Outros efeitos positivos são a estabilização emocional e a potencialização do efeito estabilizador da respiridona, que ainda utiliza. "Ele toma o óleo uma hora antes de dormir, assim o médico me explicou. Estou reduzindo as gotas e percebo que ele acorda à noite", explica, acrescentando que durante o confinamento precisou aumentar a dose.

Sistema endocanabinoide

Na esteira do crescimento da demanda por consultas especializadas e medicamentos à base de Canabidiol, o Centro de Excelência Canabinoide (CEC), com sede em São Paulo, inaugurou duas unidades no Espírito Santo na segunda-feira (19/10), uma em Vitória e outra em Colatina, ambos com neurologistas e neuropediatras especializados. 

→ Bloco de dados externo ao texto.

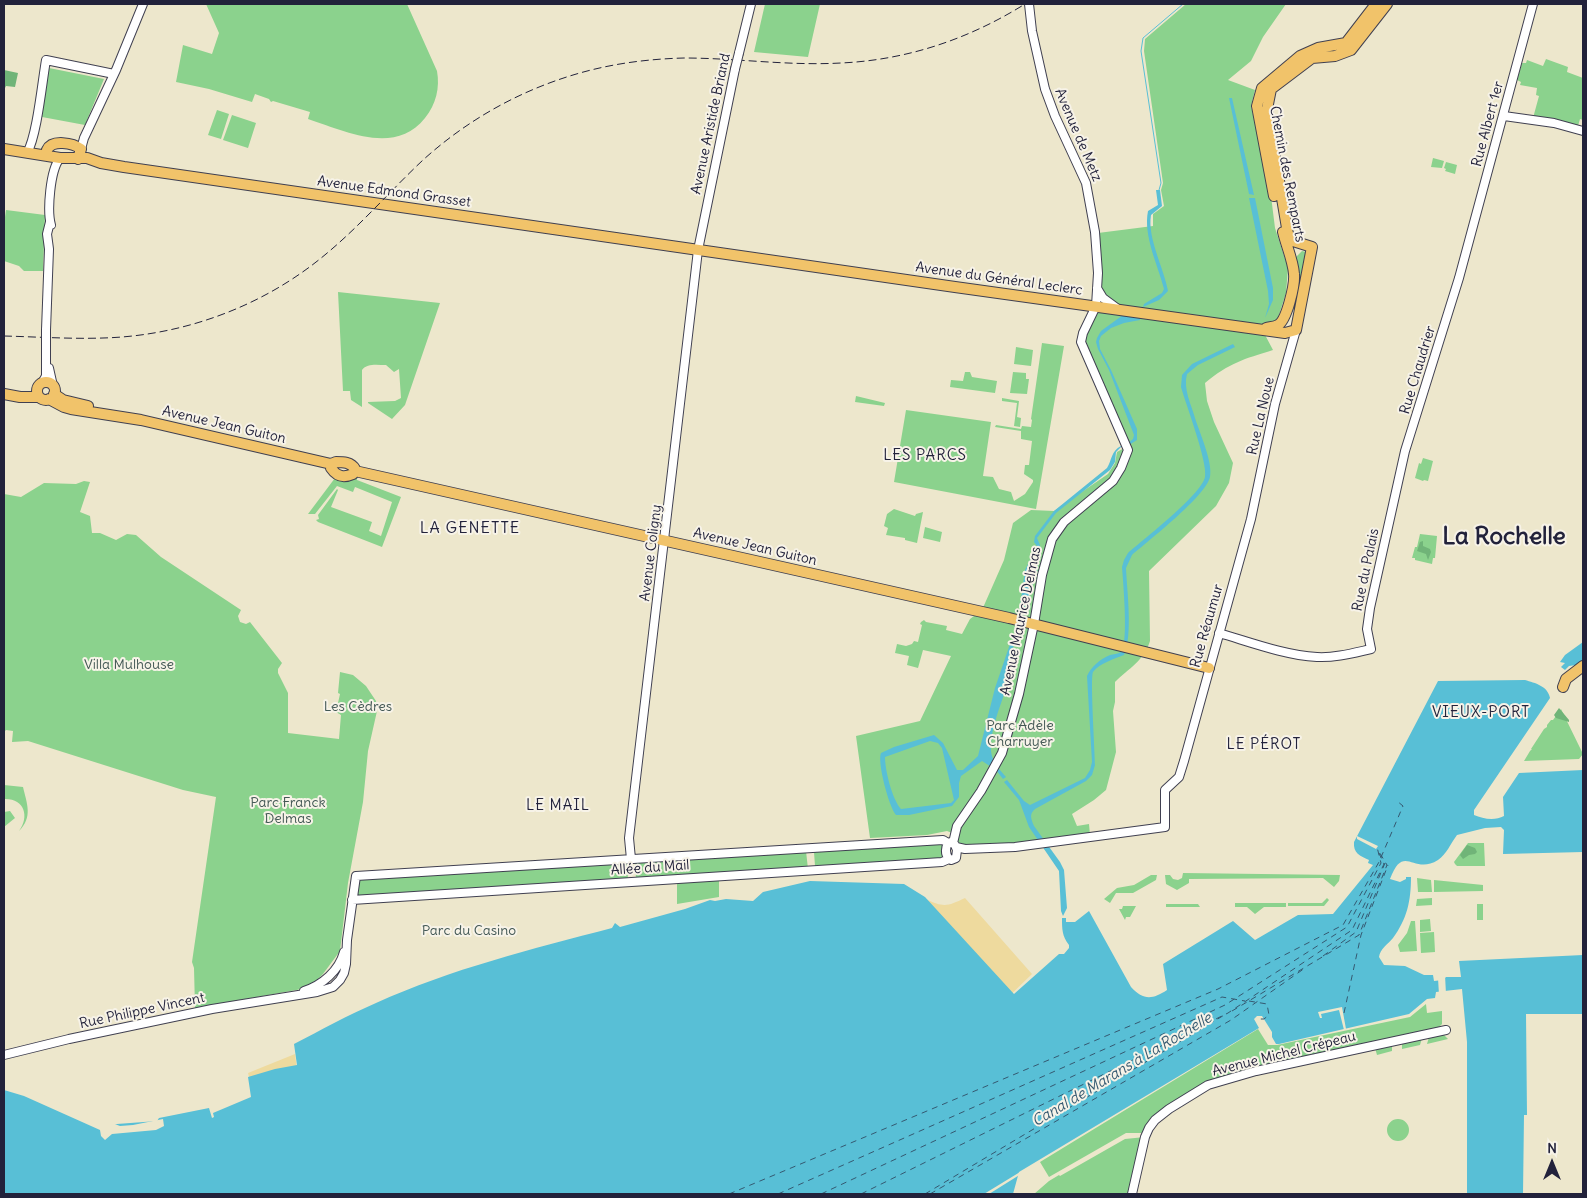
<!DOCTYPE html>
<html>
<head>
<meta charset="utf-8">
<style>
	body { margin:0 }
	#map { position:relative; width:1587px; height:1198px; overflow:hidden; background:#ede7cc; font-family:Delius,sans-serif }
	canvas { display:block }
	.frame { position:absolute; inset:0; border:5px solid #22223b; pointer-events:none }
	.north { position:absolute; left:1527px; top:1138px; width:50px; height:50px; -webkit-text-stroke:4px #f7f3e8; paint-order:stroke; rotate:0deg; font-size:14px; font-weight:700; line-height:20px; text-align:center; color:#22223b }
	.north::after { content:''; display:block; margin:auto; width:18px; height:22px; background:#22223b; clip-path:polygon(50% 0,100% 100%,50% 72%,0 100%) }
</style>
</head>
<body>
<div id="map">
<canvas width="1587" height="1198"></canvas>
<div class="frame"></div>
<div class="north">N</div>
</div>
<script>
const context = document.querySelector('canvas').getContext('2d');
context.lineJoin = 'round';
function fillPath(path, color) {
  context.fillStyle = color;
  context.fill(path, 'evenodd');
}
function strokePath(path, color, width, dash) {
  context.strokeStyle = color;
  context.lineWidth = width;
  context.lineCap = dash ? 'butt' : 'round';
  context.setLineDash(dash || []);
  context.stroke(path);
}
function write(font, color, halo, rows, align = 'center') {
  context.font = font + ' Delius,sans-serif';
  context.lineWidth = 4;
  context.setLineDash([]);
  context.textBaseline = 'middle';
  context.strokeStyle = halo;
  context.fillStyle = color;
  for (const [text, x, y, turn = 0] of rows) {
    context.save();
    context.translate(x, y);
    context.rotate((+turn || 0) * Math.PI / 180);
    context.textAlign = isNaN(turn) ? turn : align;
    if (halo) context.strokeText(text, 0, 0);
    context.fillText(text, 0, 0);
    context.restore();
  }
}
const green = new Path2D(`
	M206,4h201l30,67c3,17 -1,33 -12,47 -30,38 -80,13 -117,1l2,-7 -37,-11 -2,1 -2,-3 -14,-5 -3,8 -43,-13 -33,-7 7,-37 29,9 7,-21z
	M765,4h55l-12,53 -54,-5z
	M1186,4h100l-23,33 -12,24 -23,19 27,10 -4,16 19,82 5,40 13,40 -2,25 -8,25 -14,15 9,17c-29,9 -44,13 -68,33l2,18 7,21 19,41 -4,20 -13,23 -67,65 1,70c-6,20 -21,27 -35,41v20l-2,9 3,41 -10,38 -12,10 -22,14 5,12 12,-2 1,11 -59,8 -66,4 -8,-4 -2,-9 -8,-3 -20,4 -57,3 -14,-102 64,-15 31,-65 -28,-6 -5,18 -11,-3 2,-9 -14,-3 2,-9 9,2 6,-2 2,-3 4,1 4,-17 -2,-1 1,-2 3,-2 2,2 21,4 -1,4 16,4 8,-15 12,-9 22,-50 9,-37 18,-13 23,1 54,-37 7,-11 2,-11 11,-6 -42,-104c0,-22 8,-19 15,-35 4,-9 -2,-61 -3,-74l55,-7v-12l11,-8 -3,-16 2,-7 -19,-132 1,-12z
	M1546,59l22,8 -1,5 16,6v42l-3,-1 -2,7 -45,-8 6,-22 -3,-1 1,-7 -17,-3 1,-3 -4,-2 5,-17h4l1,-3 16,6z
	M49,68l55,11 -19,46 -43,-8z
	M217,110l12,4 -8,25 -13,-4z
	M232,115l24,8 -8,25 -25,-8z
	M1433,158l11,3 -2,7 -11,-1z
	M1446,162l11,3 -2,9 -10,-3 1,-2 -2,-1z
	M6,210l39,5 -2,56h-19l-5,-5 -15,-5v-37z
	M1302,251l4,1 -8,57 -5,-3 1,-47z
	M338,292l102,11 -35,102 -13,14 -24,-16v-1l27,-1 6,-3 -2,-29 -5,3 -8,-7c-9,0 -19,-2 -24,5v37l-11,-7 -1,-9h-7z
	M1042,343l22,3 -28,163 -142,-27 12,-72 85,12 -8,54 10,1 6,12 12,3 3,9 11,-7 8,-12v-2l-9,-6 1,-9h4l3,-24 -11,-2v-8l-26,-4 1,-2 25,4 1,-3 9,1 1,-7 -1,-1z
	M1016,347l17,3 -2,16 -17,-2z
	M965,372h5l2,5 25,4 -2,12 -45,-6 1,-7 12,1z
	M1013,372l13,1v6h3l-2,15 -17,-1z
	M856,396l29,7 -1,3 -29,-4z
	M1002,398l17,3 -2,16 4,1 -1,9 -6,-1 3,-23 -15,-2z
	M1423,458l10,3 -5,20 -4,-1 -1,1 -8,-3 4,-15 2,1z
	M357,476v4l44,17 -19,50 -64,-25 -2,-2 3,-1 -1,-4 19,-26 1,1 -7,17 41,15 -3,9 12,5 11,-34 -37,-15 -2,5 -16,-6 -22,28h-7l27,-36z
	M84,481l6,1 -10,30 10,4 2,17h8l16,7 11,-6 9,1 25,22 80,53 -3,6 2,6 6,2 4,-2 32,41 -4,6v4l10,20v40l51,6 2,-24 -5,-3 4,-18 -2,-1 2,-21 13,3 13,11 10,15 1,10 -9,40 -5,51 -15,81 -8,68 -17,23 -10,10 -11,5 -107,19 -1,-40 -2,-6 24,-165 -33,-7 -155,-49 -16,1 1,-11 -7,-1 -2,2v-238l17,3 23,-14 32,1z
	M894,509l21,7 1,-2 7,-2 -6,31 -12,-3v-2l-19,-3 2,-7 -4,-2 3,-12z
	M925,527l17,5 -2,10 -17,-4z
	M1420,534l17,2 -2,22h-2l-1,6 -17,-4v-2h-3l3,-11h2z
	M1561,709l22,45 -4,5 -55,2 6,-10 2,-2h-1l13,-20 3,-2v-2l4,-5h2z
	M4,785l19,2c4,17 10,30 -4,44 11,-15 5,-33 -15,-32z
	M10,811l5,7 -11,9v-15z
	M942,842v19l-127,5 -1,-14 2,-2z
	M1468,843h16l1,23h-28l-2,-2 -1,-2z
	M806,851l2,18 -172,10 -1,-18z
	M627,861l1,19 -270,17v-15l3,-4z
	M1183,873l157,2 -1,6 -5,6 -11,-9 -134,1v4l-12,7 -11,-6 -1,-9h5l3,4 5,1 4,-2z
	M1151,875h6l-1,5 -23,13h-17l-6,10 -6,-4 13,-11 17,-3z
	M719,876v21l-42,7v-26z
	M1417,878l14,2 1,12h-14z
	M1434,880l49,5v6l-49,1z
	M1327,898l2,2 -5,6h-36v-3h34z
	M1432,898v7l-16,1 1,-7z
	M1235,903h51v4h-22l-9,7 -8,-7h-12z
	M1166,904h32l2,3h-34z
	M1477,904h6v16h-6z
	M1123,906h13l-6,11h-4l-1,3 -6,-11h3z
	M1430,919l1,12 -11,1v-12z
	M1411,921h4l2,30 -17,1 -2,-7 9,-12z
	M1434,932l1,20 -14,1 -1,-20z
	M1426,1004l1,9 15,-2v13l-4,4 -227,53 -68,52h-17l-77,44 -9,-15 218,-133 10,16h9l133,-28z
	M1441,1034l3,1 4,4 -21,5 2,-7z
	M1422,1038l-2,7 -18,4v-6z
	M1392,1045v6l-15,4 -2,-7z
	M1387 1130a11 11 0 1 1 22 0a11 11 0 1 1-22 0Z
	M1145,1137l-13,57h-98l15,-13 10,-6 1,1 65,-37z`);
const forest = new Path2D(`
	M4,70l14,3 -3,14 -9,-1 -2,4z
	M1423,541v5l7,3 1,3 -3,8 -2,-6 -9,-3 3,-9z
	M1559,708l10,12v2l-13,-4 -2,-3z
	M1467,845l8,3 2,4 -2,2 -6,1 -6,4 -3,-4z`);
const sand = new Path2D(`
	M965,898l67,76 -34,33 -72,-108c18,9 22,7 39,-1z
	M295,1054l3,24 -47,6 -3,-11z`);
const water = new Path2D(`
	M1229,98h3l22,97 -5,-1z
	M1156,190h4l2,16 -11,9c-4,23 13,53 17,76l-9,9 -16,7 1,-3 18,-11 2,-4c-6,-24 -21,-53 -16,-78l10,-6z
	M1249,198h6l18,90v12l-8,18 4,-14 -1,-13z
	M1123,315l17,3v2l-16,3 -13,5 -10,8 -2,5 1,8 11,21 26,59v11l-8,5 -1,-2 5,-4 1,-4 -25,-65 -11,-21 -2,-7 1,-4 4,-7z
	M1233,344l2,3 -37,18 -11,9c-4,15 4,30 8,44 5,16 18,44 15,59 -4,19 -62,64 -78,78l-6,13c1,24 7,66 -2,87 -10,4 -24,8 -31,17 -3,6 2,79 2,93l-3,10 -6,6 -51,28c-6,5 -4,10 -1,17l26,36 4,8 3,38 -4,8 -2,-5 -2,-40 -30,-44 -10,-27 -15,-18 3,-2 17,21 6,4 55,-27 5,-8 2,-8 -5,-86c4,-9 13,-17 23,-21 3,-1 8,-1 11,-3 8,-7 2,-72 1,-85l2,-7 4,-7c16,-14 73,-58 77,-76 3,-15 -19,-72 -24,-90l1,-12 10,-11z
	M1121,446v1l-5,5 -1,10 -5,8 -54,43 -19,25 3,7 -3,27 -10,30 -7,13 -1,-1 6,-44 12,-24 -3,-4 1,-6 19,-25 53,-43c5,-8 4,-17 14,-22z
	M1583,642v18l-7,5 -7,1 -4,4 -4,-3 4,-4 -5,-1 5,-7z
	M1010,644h4c-3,12 -2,26 -6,38 -6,21 -18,46 -17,69 1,11 8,18 15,26l-3,2 -7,-9 -14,-9 -21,15 -2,7v14l-7,9 -43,9h-13c-7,-8 -19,-53 -15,-62l13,-6 40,-12 9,8 14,27h6l15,-14 17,-68zM930,741l8,2 4,5 12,52 -3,3 -50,6c-9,-10 -16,-39 -16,-52z
	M1525,680c10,3 23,6 25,18l-76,112v5c9,4 21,6 30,1l-1,-19 16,-24 64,-3v82l-80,2 1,-24 -3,-3 -16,1 -28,7c-6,8 -11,20 -19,25 -25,16 -34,-18 -48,19l10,3 6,-3v-2h5c0,24 -4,42 -18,61 -5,6 -13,11 -14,19l5,8 21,1 19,9h9l1,6 9,-1 3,-3h15l-2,-16 124,-6v59h-57l1,101h-3l-1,79h-56v-152l-5,-53 -26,3 -1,6 -8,1 -18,15 -130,30h-3l-4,-7v-5l-10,-16h-5l-3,3 5,9 -240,144 -6,22h-1009v-117l99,51 14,-4 40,-3 2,-3 50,-10 3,10 2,-1 -1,-4 38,-16 -3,-20 27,-8 22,-4 -3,-21c27,-14 54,-29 82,-41 75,-34 156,-54 236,-75l3,-5 5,4 65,-18 25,-9 5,1 11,-2 27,2 10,-9 47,-11 94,3 21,13 89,97 45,-40h5l5,-6v-3c-7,-9 -7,-16 -7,-27h4v4h9l14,-11 42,76c12,13 21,13 36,3l-4,-26 70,-43 22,19 43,-25 35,-1 40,-49 -5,-2 1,-3c-9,-4 -16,-7 -15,-18l84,-161z`);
const pier = new Path2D(`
	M1357,836l21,10 -2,3 -19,-10z
	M1445,975l1,19 -7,1 -1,-17z
	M1342,1007l4,22 -2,1 -5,-20 -18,4 1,4h-2l-2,-6z
	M4,1074l48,25 50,21 3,3 1,3 6,-3 8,3 13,-1 30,-6 1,7 -8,4 -44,4 -7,6 -4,-4 -1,-6 -76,-34 -20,-6z
	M1020,1172l1,2 -32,20h-5z`);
const stream = new Path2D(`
	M1159,190l2,-7 -20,-132 2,-13 40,-34`);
const ferry = new Path2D(`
	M1323,956l33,-24 29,-69
	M1249,1001l18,3 2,11 -5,4h-4
	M1232,1011l127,-76 28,-70 -9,-15
	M1344,1013l17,-78 27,-70
	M729,1194l489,-205 125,-64 36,-63 24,-56 -6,-5
	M778,1194l444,-197 23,4
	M821,1194l404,-189 122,-78 34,-64 -4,-16
	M861,1194l367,-181 124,-83 32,-66 -5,-11
	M925,1194l301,-180
	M930,1194l301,-174 74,-52`);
const minor = new Path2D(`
	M739,53l12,-49
	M1504,116l50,7 29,8
	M81,149l3,-11 32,-68 27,-66
	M27,153c10,-17 15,-70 19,-93l68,14
	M51,225c-4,-14 -1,-55 9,-67
	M1097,288l6,10 15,11
	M46,330l3,-81 -2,-15 3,-12
	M49,368l4,18
	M42,383l4,-7v-29
	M1219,633c31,9 65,22 98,24 18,1 36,-4 54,-8l-4,-20 3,-21 35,-157 54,-173 74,-274
	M953,843l4,-17 24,-35 21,-38 17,-59 15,-70 8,-49 10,-36 12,-17 49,-41 8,-13 7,-18 -47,-108 2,-9 13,-27 2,-33 -3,-41 -9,-49 -31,-67 -10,-27 -13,-58 -3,-27
	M956,847l9,2 50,-2 150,-20v-37l14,-13 5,-16 67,-242 24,-115 21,-74
	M631,859l-2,-21 69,-588 37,-181
	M352,900l559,-36 31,-2 7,-3
	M304,991c18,-6 35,-20 40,-39
	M4,1055l65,-16 143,-30 105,-17 16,-5 7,-7 4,-7 2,-9 1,-24 9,-64 587,-36 5,3 3,-1 4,3 2,5 -1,8 -5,2 -2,-1c-4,-5 -4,-10 -1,-16
	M1132,1194l13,-57 4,-9 6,-8 14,-11 39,-24 48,-14 190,-41`);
const major = new Path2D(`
	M4,149l56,9h27l14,5 23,4 831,120 330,46 11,-3 16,-83 -19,-6 -5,-7 -21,-125 4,-20 41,-31 23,-2 16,-6 36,-46
	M47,150c5,-11 26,-7 34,-1l-3,10
	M1274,196l-17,-90 5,-18 38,-32 18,-8 28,-5 30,-39
	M1266,328c4,-1 8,-1 12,-3 9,-5 17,-41 16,-51 -1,-14 -8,-29 -11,-42
	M37 391a9 9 0 1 1 18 0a9 9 0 1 1-18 0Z
	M4,394l16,3h19
	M54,394l9,6 25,6
	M49,399l15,8 7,2 70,11 190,44
	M336,462c7,0 15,0 19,7l-2,5c-9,4 -16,3 -22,-6v-4z
	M355,471l654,147 200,50
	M1563,687l3,-8 17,-13`);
const rail = new Path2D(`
	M4,336c39,1 79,4 118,1 74,-6 147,-35 204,-83 35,-29 64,-63 97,-94 43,-39 94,-68 150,-85 36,-11 73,-16 111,-17 52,0 104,8 157,5 66,-3 128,-24 184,-59`);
const minorBridge = new Path2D(`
	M735,69l4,-16
	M46,330v17`);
const streetNames = [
	["Avenue Aristide Briand",711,124,-78],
	["Rue Albert 1er",1488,124,-75],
	["Avenue de Metz",1078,135,67],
	["Chemin des Remparts",1287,174,79],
	["Avenue Edmond Grasset",394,192,8],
	["Avenue du Général Leclerc",999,279,8],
	["Rue Chaudrier",1418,370,-73],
	["Rue La Noue",1261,416,-77],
	["Avenue Jean Guiton",224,425,13],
	["Avenue Jean Guiton",755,547,13],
	["Avenue Coligny",651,553,-83],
	["Rue du Palais",1366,570,-78],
	["Avenue Maurice Delmas",1021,621,-78],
	["Rue Réaumur",1207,626,-74],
	["Allée du Mail",650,868,-4],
	["Rue Philippe Vincent",142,1011,-12],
	["Avenue Michel Crépeau",1284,1054,-14]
];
const parkNames = [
	["Villa Mulhouse",129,665],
	["Les Cèdres",358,707],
	["Parc Adèle",1020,726],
	["Charruyer",1020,742],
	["Parc Franck",288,803],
	["Delmas",288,819],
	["Parc du Casino",469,931]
];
const neighbourhoodNames = [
	["LES PARCS",925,456],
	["VIEUX-PORT",1481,713],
	["LE PÉROT",1264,745],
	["LE MAIL",558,806]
];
const waterNames = [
	["Canal de Marans à La Rochelle",1122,1070,-31]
];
const quarterNames = [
	["LA GENETTE",470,528]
];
const townNames = [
	["La Rochelle",1504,537]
];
fillPath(green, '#8bd28d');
fillPath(forest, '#70b478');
fillPath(sand, '#eeda9e');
fillPath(water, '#58bfd6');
fillPath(pier, '#ede7cc');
strokePath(stream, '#58bfd6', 1);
strokePath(ferry, '#355971', 1, [6, 5]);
strokePath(minor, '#404051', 10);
strokePath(major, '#404051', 12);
strokePath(minor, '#fff', 8);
strokePath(major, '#f1c36a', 10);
strokePath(rail, '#22223b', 1, [8, 4]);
strokePath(minorBridge, '#404051', 10, []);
strokePath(minorBridge, '#fff', 8);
write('14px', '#22223b', '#f7f3e8', streetNames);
write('14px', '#425754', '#f7f3e8', parkNames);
context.letterSpacing = '1px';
write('15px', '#22223b', '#f7f3e8', neighbourhoodNames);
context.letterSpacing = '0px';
write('italic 15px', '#355971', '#f7f3e8', waterNames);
context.letterSpacing = '1px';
write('16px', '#22223b', '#f7f3e8', quarterNames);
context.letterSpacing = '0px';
write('bold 24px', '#22223b', '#f7f3e8', townNames);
</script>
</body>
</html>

O foco é na medicina personalizada e centrada no sistema endocanabinoide, responsável por várias funções metabólicas e de modulação do organismo, incluindo resposta imune e inflamatória, entre outras. E o modelo de assistência médica envolve toda a jornada do paciente, desde o agendamento e triagem, passando pela consulta e se estendendo até o acompanhamento do tratamento, incluindo programas de apoio clínico e SAC Digital 24 horas, para tirar dúvidas em tempo real. A metodologia também coloca à disposição dos pacientes recursos de telemedicina para os atendimentos.

A operação do CEC possui quatro vertentes: CEC Medical, responsável pelo atendimento clínico; CEC Academy, voltado à formação de profissionais da saúde; CEC Learn, com conteúdos sobre o uso medicinal da cannabis disponibilizados para toda a sociedade; e CEC Science, direcionado à comunidade científica, com curadoria de estudos científicos e fomento a pesquisas.

Na capital paulista, são mais de 200 atendimentos mensais, envolvendo enfermidades como fibromialgia, ansiedade, depressão, dor crônica, Alzheimer e Parkinson, tendo à frente o médico Pedro Pierro, neurocirurgião funcional com especialização em cannabis medicinal.